Try it
Go through the entries below and count the lines holding the word "family". Reply with only the number, please.

Records excerpted from a collection
»»

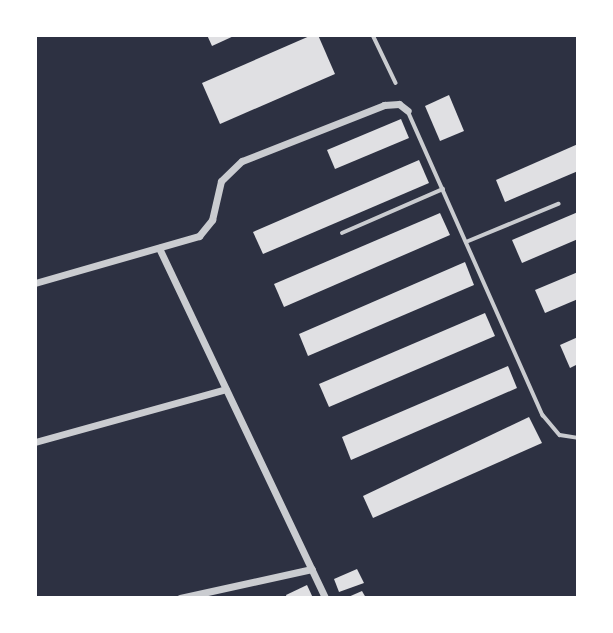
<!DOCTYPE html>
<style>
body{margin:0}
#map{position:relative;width:613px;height:633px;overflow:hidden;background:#2d3142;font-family:"PT Sans",sans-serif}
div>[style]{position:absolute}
.building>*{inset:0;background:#e0e0e3}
.service>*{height:3.5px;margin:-1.75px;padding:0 1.75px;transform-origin:1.75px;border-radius:1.75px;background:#caccd0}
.minor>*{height:7px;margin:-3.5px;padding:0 3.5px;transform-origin:3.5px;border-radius:3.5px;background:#caccd0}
span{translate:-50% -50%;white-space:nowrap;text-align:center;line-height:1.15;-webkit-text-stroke:7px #fff;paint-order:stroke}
.frame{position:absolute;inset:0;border:37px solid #fff;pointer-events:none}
</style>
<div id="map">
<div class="building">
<div style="clip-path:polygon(207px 35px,236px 35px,212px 46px)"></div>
<div style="clip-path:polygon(312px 35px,318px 35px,335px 74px,220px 124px,202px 83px)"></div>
<div style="clip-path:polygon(449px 95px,464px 131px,440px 141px,425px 106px)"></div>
<div style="clip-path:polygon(401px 119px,409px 138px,335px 169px,327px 150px)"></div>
<div style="clip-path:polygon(578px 144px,578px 171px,505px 202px,496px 180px)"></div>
<div style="clip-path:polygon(419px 160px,429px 183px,263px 254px,253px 232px)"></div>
<div style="clip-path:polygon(578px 212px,578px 239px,522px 263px,512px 240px)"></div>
<div style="clip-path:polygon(440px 213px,450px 235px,284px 307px,274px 284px)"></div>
<div style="clip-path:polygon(465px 262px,474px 285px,308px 356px,299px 334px)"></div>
<div style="clip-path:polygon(578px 272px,578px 299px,545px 313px,535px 290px)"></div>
<div style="clip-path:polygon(485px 313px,495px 336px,329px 407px,319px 384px)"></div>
<div style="clip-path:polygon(578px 337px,578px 364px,570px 368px,560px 345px)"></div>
<div style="clip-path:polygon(508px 366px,517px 388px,351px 460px,342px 437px)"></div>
<div style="clip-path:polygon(529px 417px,542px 443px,373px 518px,363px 496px)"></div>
<div style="clip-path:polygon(357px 569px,364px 583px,339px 592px,334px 579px)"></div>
<div style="clip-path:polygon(307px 585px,313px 598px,287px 598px,286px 595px)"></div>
<div style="clip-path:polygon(362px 591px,366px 598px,346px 598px)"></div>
</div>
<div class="service">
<div style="left:373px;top:35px;width:53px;rotate:64.4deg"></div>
<div style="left:408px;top:111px;width:333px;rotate:66.1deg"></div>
<div style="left:543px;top:415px;width:26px;rotate:50deg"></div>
<div style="left:560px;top:435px;width:18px;rotate:9deg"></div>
<div style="left:342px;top:233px;width:110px;rotate:-23.5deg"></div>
<div style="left:466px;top:242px;width:100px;rotate:-22.4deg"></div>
</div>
<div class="minor">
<div style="left:159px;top:248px;width:387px;rotate:64.6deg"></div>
<div style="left:35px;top:283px;width:171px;rotate:-16deg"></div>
<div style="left:199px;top:236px;width:21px;rotate:-51deg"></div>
<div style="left:212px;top:220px;width:40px;rotate:-77deg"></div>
<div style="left:221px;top:181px;width:29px;rotate:-44deg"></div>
<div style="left:242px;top:161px;width:153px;rotate:-21.5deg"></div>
<div style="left:384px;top:105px;width:15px;rotate:-4deg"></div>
<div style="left:399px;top:104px;width:11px;rotate:38deg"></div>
<div style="left:35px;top:442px;width:198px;rotate:-15.5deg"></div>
<div style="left:180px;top:598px;width:135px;rotate:-12.4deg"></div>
</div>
<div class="frame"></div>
</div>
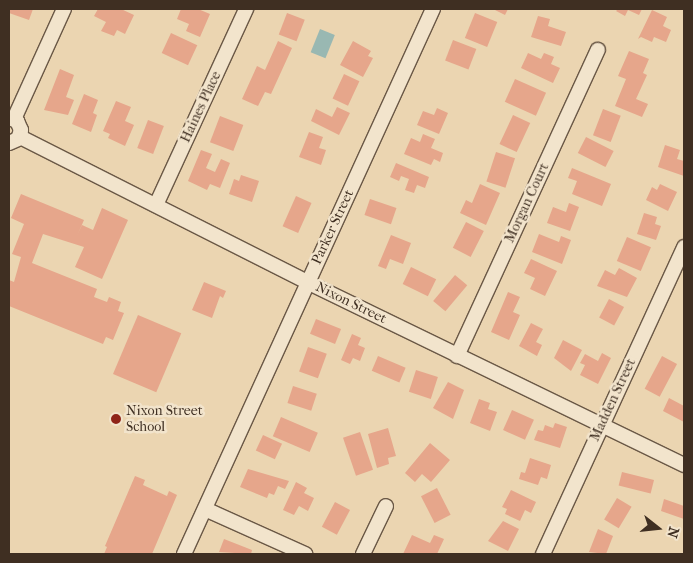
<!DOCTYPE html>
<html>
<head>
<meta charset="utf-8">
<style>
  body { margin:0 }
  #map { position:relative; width:693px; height:563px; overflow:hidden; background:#ebd5b1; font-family:"IM FELL French Canon",serif }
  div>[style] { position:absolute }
  .water>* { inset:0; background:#99b8b2; transform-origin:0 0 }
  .building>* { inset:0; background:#e6a68b; transform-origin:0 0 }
  .roads { filter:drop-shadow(1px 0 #6a5846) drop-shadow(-1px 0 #6a5846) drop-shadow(0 1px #6a5846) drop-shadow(0 -1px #6a5846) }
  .minor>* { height:14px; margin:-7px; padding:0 7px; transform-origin:7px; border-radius:7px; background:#f2e4cc }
  .dots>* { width:14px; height:14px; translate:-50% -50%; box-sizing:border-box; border:2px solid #f2e4cc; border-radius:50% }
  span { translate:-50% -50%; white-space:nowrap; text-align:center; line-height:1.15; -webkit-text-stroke:5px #f2e4cc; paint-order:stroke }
  .street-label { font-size:14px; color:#3f2f22 }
  .poi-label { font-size:14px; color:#3f2f22 }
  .left { translate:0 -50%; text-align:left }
  .frame { position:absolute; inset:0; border:10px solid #3f2f22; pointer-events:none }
  .north { position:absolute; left:633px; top:503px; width:50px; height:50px; -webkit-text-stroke:4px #f2e4cc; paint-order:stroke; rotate:106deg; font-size:14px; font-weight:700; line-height:20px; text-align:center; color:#3f2f22 }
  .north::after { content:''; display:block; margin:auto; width:18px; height:22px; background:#3f2f22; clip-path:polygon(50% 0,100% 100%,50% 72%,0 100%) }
</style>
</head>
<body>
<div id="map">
  <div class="water">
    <i style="left:320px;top:29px;width:16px;height:25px;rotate:22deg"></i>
  </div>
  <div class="building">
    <i style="clip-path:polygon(9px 9px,33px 9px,29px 20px,9px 13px)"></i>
    <i style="clip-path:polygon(98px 9px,121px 9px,134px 15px,125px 34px,117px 30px,114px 36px,101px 31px,106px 22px,94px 16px)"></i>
    <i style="clip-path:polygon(181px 9px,198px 9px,210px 14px,200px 37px,186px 31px,189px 24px,177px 19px)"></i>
    <i style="clip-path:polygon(493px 9px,508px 9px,505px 15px)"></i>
    <i style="clip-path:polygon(618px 9px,642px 9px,639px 15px,628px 10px,625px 16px,616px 11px)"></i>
    <i style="clip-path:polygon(652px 10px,667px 17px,663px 26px,671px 30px,666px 42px,654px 37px,652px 42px,641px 37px,638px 39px)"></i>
    <i style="left:287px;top:13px;width:19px;height:23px;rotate:21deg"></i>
    <i style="left:475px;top:13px;width:24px;height:27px;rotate:22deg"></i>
    <i style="clip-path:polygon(538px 16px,550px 19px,548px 26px,566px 32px,561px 46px,531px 37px)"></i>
    <i style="left:171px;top:33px;width:29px;height:22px;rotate:25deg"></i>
    <i style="left:453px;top:40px;width:25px;height:22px;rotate:21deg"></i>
    <i style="clip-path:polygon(278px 41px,292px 48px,271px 94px,265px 92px,258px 106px,242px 99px,257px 66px,265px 70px)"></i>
    <i style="clip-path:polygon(353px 41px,371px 51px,368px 56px,373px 58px,363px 77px,340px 65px)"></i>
    <i style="clip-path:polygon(629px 51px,649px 59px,643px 73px,647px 75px,636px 99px,648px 104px,642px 117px,615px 106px,626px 79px,618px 76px)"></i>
    <i style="clip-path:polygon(528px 53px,541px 59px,544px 53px,554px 57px,551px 64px,560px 68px,553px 83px,521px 68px)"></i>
    <i style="clip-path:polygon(60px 69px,74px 75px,66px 97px,74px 100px,68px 115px,44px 110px)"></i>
    <i style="left:344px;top:74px;width:17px;height:27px;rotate:25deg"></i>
    <i style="left:515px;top:79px;width:34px;height:25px;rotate:24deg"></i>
    <i style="clip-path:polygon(84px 94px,98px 100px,93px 113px,97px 115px,91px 132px,72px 124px)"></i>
    <i style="clip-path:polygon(116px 101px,131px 107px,125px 121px,134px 125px,125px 146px,108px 138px,110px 134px,103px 131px)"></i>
    <i style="clip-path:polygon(337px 107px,350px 113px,339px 135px,311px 121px,316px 109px,332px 117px)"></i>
    <i style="clip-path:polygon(437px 108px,448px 113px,439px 134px,417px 125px,423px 111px,434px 115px)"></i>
    <i style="left:603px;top:109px;width:19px;height:28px;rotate:21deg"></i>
    <i style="left:513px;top:115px;width:19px;height:32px;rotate:25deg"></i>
    <i style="left:220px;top:116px;width:25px;height:28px;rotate:21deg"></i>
    <i style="left:148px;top:120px;width:17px;height:30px;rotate:21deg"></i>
    <i style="clip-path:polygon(309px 132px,323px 137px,319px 148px,326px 150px,321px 165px,299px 157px)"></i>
    <i style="clip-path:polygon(423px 134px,435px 139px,431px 148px,443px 153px,440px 162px,434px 159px,431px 165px,404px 154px,411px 138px,420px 142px)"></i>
    <i style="left:586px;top:137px;width:31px;height:18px;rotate:27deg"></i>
    <i style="clip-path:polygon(665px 145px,680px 150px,677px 159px,684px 161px,684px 176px,658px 167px)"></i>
    <i style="clip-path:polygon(201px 150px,212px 154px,206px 168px,215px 172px,221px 159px,230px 163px,220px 188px,210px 184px,207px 190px,188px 181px)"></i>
    <i style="left:496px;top:152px;width:20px;height:31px;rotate:18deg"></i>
    <i style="clip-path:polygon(396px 163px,429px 177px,425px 188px,417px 185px,414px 193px,405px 190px,409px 179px,401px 176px,399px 181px,390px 177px)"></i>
    <i style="clip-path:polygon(572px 168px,611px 184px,602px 206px,572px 194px,577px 181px,568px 178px)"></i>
    <i style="clip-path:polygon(241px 175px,259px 181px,252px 202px,229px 194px,234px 179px,239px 181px)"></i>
    <i style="clip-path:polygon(480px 184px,500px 193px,486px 225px,460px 213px,466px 200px,472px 203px)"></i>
    <i style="clip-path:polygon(660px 184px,677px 192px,668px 211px,646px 200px,652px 187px,657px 190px)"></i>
    <i style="clip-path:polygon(21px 194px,84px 220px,77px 236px,82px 225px,93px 230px,102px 208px,128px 220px,102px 279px,75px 267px,84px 247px,43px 234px,32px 263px,97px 289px,94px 297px,107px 302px,109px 297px,121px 302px,118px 311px,124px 313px,113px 340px,106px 337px,103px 344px,9px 306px,9px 280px,14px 282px,21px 257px,12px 254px,24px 224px,11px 218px)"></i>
    <i style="left:296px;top:196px;width:17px;height:33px;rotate:24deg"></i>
    <i style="left:370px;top:199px;width:28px;height:17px;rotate:19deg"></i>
    <i style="clip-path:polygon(569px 203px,579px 207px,570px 231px,547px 223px,553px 207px,566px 212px)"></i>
    <i style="clip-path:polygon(644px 213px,657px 217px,655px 224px,661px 226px,656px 240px,637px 234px)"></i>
    <i style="left:466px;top:222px;width:20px;height:29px;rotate:27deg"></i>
    <i style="clip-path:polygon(539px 234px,559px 242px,561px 236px,571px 240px,562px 264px,532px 252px)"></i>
    <i style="clip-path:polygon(391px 235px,411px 243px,403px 264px,390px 259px,386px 269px,378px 266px)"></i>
    <i style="left:627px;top:237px;width:26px;height:26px;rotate:23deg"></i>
    <i style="clip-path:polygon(531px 259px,557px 271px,545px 296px,530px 289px,535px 278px,524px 273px)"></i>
    <i style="left:411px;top:267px;width:28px;height:19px;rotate:26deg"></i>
    <i style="clip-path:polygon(619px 268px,637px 278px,627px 297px,597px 286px,605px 270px,615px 275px)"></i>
    <i style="left:455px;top:275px;width:16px;height:34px;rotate:40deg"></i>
    <i style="clip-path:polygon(204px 282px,226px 291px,223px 298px,220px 296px,212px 318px,192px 310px)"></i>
    <i style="clip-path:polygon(508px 292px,520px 297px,513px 312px,520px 315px,509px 340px,491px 332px)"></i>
    <i style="left:609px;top:299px;width:17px;height:21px;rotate:28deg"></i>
    <i style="left:138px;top:315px;width:47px;height:64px;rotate:23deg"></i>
    <i style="left:316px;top:319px;width:27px;height:16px;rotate:22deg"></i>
    <i style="clip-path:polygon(531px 323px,543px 329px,536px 342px,542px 345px,537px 356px,519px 346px)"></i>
    <i style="clip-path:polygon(352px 334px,361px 338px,358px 345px,365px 348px,360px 361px,353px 358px,350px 364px,341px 360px)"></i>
    <i style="clip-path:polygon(563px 340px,582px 350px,571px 371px,554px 358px)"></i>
    <i style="left:308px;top:347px;width:20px;height:26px;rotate:20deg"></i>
    <i style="clip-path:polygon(602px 353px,611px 358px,598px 384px,580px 375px,585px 365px,580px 363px,585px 354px,598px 361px)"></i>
    <i style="left:378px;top:356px;width:30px;height:16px;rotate:23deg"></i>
    <i style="left:662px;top:356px;width:17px;height:37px;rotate:28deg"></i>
    <i style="left:416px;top:370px;width:23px;height:23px;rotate:18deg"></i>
    <i style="clip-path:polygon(448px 382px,464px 390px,453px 419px,433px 408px)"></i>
    <i style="left:293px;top:386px;width:25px;height:18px;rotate:18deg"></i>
    <i style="clip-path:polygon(669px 398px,684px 406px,684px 422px,663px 411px)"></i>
    <i style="clip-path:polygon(479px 399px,490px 403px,488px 409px,497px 412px,490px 431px,470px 423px)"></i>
    <i style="left:512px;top:410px;width:24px;height:22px;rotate:24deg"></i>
    <i style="left:281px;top:417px;width:40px;height:21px;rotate:23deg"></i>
    <i style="clip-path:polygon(555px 423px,567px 427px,560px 448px,534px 440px,538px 430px,543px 431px,545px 425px,553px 428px)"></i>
    <i style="clip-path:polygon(388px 428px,396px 456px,388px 458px,389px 464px,377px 468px,368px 434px)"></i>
    <i style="left:360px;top:432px;width:40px;height:18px;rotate:71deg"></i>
    <i style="left:263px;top:435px;width:21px;height:17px;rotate:25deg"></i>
    <i style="clip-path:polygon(430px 443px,450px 460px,431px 482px,422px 474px,415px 482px,405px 473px)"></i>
    <i style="clip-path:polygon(530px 458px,551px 465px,547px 479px,541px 477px,538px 485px,519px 479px,521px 472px,525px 473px)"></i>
    <i style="clip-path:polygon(248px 469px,289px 481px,285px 489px,278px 486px,274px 495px,269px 493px,267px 498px,240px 487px)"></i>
    <i style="left:622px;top:472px;width:33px;height:14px;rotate:14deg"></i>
    <i style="clip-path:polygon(135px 476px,145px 480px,143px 485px,167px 496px,169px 491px,177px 495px,152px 554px,104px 554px,107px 547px,105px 546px)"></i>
    <i style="clip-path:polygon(296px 482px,307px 488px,304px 493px,314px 498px,308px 511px,299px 506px,294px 515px,283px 510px)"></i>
    <i style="left:437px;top:488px;width:30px;height:18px;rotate:63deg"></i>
    <i style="clip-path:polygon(511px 490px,536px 502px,531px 513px,525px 510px,520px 521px,505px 514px,507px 509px,502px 507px)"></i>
    <i style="left:617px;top:498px;width:17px;height:25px;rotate:31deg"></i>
    <i style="clip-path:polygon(664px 499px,684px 506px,684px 519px,661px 511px)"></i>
    <i style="left:335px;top:502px;width:17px;height:28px;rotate:28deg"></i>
    <i style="clip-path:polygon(503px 521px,519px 529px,508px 551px,488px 541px)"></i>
    <i style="clip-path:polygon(598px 529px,613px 536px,606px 554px,589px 552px)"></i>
    <i style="clip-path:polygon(412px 535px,430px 543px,434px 535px,444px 539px,437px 554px,403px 554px)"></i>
    <i style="clip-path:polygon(224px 539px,252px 550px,251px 554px,219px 552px)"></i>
  </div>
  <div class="roads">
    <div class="minor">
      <i style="left:9px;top:118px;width:9px;rotate:21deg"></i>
      <i style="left:17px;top:121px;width:10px;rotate:66deg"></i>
      <i style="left:21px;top:130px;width:9px;rotate:108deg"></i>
      <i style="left:18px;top:139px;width:10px;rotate:156deg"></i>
      <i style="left:14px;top:119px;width:121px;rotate:-65.6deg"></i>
      <i style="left:20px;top:137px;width:322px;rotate:26.8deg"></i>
      <i style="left:307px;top:282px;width:419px;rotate:25.9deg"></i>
      <i style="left:156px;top:205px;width:216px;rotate:-65.3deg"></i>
      <i style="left:457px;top:356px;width:337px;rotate:-65.3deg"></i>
      <i style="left:205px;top:509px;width:110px;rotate:24.2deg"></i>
      <i style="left:184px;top:554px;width:599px;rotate:-65.45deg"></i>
      <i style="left:363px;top:554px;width:53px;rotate:-64.4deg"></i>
      <i style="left:543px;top:554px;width:338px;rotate:-65.3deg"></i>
    </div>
  </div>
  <div class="dots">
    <i style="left:116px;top:419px;background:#8f2418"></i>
  </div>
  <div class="street-label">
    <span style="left:201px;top:107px;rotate:-65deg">Haines Place</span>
    <span style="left:527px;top:203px;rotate:-65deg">Morgan Court</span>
    <span style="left:333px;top:227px;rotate:-65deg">Parker Street</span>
    <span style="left:351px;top:303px;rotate:26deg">Nixon Street</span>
    <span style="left:613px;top:400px;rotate:-65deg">Madden Street</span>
  </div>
  <div class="poi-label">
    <span class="left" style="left:126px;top:419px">Nixon Street<br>School</span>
  </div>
  <div class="frame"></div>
  <div class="north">N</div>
</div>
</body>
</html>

««

Solution below
2